Transcribe the records below exactly, from their first line through the line containing "width:35px; border:2px solid". Omit every line after it.

• Material provided:

╔══

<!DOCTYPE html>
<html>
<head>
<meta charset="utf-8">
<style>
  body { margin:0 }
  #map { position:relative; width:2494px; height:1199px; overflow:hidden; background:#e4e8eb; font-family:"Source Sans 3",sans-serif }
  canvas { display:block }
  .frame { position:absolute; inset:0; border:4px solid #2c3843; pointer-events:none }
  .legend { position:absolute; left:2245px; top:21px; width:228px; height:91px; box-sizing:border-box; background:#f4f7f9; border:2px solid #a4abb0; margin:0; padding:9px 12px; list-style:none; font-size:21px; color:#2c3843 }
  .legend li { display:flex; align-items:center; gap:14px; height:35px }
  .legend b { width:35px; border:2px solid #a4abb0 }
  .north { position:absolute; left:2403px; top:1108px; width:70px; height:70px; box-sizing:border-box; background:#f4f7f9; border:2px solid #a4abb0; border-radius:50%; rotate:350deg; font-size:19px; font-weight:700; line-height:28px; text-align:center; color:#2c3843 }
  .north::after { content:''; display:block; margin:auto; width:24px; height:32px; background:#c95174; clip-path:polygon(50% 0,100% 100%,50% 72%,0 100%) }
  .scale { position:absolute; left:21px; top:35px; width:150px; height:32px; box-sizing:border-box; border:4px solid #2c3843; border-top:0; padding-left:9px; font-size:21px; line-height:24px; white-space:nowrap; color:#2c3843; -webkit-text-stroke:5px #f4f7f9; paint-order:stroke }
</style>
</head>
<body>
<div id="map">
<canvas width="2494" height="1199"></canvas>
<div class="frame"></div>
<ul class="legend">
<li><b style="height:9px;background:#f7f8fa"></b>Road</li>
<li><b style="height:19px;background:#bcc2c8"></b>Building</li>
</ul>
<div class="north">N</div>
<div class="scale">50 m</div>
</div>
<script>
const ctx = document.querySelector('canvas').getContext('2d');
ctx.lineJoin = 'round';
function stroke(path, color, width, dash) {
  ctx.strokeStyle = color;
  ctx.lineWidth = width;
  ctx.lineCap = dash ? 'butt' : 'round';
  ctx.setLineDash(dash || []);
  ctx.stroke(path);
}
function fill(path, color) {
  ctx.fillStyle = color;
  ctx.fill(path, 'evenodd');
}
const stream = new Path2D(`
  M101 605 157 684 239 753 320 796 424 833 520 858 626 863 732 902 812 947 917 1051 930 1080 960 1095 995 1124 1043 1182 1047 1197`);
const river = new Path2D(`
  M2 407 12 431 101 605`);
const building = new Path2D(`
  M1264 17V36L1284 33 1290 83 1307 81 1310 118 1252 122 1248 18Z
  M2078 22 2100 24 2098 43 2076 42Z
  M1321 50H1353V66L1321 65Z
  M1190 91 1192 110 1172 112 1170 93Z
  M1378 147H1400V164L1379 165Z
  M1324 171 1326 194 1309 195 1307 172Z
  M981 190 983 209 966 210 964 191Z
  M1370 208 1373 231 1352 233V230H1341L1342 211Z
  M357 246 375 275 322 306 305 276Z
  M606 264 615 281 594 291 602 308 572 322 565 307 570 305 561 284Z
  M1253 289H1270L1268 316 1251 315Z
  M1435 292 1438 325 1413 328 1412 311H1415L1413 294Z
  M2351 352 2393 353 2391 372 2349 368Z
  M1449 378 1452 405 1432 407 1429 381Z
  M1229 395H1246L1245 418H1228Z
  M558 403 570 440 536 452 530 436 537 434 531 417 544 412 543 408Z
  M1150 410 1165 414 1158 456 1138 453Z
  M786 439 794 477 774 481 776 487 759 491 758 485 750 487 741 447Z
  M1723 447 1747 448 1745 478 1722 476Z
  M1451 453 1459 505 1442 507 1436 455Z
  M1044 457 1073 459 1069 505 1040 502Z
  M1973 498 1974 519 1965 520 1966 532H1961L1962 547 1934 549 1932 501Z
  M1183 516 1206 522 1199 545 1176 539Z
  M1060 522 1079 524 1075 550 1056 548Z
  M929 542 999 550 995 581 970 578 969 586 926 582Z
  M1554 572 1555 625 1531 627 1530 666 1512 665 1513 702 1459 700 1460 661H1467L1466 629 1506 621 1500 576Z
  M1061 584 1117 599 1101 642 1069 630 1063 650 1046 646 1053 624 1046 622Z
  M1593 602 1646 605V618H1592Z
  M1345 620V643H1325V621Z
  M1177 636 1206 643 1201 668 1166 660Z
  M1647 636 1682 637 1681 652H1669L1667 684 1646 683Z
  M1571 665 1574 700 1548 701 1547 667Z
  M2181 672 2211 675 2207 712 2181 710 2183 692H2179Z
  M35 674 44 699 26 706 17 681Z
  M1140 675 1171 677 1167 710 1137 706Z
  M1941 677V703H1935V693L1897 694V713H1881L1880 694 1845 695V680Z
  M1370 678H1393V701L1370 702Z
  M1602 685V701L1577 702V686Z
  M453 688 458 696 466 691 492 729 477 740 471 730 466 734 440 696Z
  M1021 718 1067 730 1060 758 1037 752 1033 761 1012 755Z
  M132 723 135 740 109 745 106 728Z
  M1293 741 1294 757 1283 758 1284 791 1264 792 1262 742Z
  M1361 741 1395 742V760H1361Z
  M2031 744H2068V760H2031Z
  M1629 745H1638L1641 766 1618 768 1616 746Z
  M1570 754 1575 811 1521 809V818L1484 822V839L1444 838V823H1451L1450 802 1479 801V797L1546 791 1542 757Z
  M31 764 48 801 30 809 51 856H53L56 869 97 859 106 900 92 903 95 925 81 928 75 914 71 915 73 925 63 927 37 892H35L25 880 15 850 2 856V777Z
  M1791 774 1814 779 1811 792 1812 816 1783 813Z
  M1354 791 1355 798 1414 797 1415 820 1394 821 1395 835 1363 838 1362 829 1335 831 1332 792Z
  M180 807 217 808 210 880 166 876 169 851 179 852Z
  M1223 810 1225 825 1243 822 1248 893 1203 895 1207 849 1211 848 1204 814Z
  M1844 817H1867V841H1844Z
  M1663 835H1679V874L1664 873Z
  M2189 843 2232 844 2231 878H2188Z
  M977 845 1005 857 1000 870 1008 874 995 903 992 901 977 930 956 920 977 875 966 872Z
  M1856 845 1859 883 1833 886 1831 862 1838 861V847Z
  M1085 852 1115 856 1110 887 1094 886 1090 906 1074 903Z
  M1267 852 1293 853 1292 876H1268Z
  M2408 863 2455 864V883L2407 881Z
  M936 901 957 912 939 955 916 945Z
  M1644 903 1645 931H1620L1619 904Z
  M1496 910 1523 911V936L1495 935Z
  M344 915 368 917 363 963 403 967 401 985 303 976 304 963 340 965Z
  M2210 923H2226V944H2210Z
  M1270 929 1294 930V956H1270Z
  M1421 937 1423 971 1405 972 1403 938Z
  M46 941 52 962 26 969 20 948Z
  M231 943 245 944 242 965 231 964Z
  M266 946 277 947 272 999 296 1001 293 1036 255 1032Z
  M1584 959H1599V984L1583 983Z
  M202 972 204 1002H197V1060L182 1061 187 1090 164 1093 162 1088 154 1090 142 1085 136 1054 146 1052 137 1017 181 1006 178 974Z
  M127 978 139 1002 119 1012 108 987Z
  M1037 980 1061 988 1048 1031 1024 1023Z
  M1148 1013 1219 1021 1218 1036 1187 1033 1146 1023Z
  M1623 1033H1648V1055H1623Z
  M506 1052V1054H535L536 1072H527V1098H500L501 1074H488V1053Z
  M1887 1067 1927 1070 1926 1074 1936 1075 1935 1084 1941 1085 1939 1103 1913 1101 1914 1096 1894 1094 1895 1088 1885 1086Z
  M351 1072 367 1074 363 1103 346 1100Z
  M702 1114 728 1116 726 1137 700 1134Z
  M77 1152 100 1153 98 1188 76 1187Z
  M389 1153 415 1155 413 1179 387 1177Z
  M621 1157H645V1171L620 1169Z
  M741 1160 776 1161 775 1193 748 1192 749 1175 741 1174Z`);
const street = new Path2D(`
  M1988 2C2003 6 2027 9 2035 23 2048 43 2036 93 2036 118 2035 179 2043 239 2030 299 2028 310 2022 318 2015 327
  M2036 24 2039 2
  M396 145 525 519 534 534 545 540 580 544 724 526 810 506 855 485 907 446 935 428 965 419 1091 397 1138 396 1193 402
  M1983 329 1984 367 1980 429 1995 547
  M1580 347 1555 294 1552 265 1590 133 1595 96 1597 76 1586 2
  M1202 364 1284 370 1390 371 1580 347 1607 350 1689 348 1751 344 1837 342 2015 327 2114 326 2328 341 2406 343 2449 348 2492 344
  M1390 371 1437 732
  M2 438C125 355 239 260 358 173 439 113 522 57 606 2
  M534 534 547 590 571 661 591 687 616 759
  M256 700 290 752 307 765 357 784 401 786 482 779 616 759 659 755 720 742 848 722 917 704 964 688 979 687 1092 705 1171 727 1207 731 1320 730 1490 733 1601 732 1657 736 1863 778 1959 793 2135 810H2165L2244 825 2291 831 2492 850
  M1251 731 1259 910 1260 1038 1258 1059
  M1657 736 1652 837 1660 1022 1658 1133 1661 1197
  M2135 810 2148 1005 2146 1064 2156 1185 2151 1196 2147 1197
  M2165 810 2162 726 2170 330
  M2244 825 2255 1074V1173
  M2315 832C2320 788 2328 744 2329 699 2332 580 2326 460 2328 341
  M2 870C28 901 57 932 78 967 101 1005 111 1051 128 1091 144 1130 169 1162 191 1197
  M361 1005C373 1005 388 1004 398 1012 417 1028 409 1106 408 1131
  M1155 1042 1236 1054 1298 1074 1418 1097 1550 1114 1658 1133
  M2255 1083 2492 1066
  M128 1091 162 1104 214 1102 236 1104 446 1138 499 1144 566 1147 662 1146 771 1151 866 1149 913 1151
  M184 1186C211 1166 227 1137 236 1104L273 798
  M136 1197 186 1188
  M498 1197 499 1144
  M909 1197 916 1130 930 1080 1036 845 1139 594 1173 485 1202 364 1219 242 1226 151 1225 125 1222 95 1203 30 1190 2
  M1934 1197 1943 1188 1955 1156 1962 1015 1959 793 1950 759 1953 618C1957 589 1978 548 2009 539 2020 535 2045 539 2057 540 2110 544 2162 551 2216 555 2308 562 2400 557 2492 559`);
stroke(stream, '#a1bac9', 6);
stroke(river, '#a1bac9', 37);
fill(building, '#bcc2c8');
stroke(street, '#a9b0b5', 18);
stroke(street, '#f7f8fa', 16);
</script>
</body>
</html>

╚══

• Solution for this exercise:
<!DOCTYPE html>
<html>
<head>
<meta charset="utf-8">
<style>
  body { margin:0 }
  #map { position:relative; width:2494px; height:1199px; overflow:hidden; background:#e4e8eb; font-family:"Source Sans 3",sans-serif }
  canvas { display:block }
  .frame { position:absolute; inset:0; border:4px solid #2c3843; pointer-events:none }
  .legend { position:absolute; left:2245px; top:21px; width:228px; height:91px; box-sizing:border-box; background:#f4f7f9; border:2px solid #a4abb0; margin:0; padding:9px 12px; list-style:none; font-size:21px; color:#2c3843 }
  .legend li { display:flex; align-items:center; gap:14px; height:35px }
  .legend b { width:35px; border:2px solid #a4abb0 }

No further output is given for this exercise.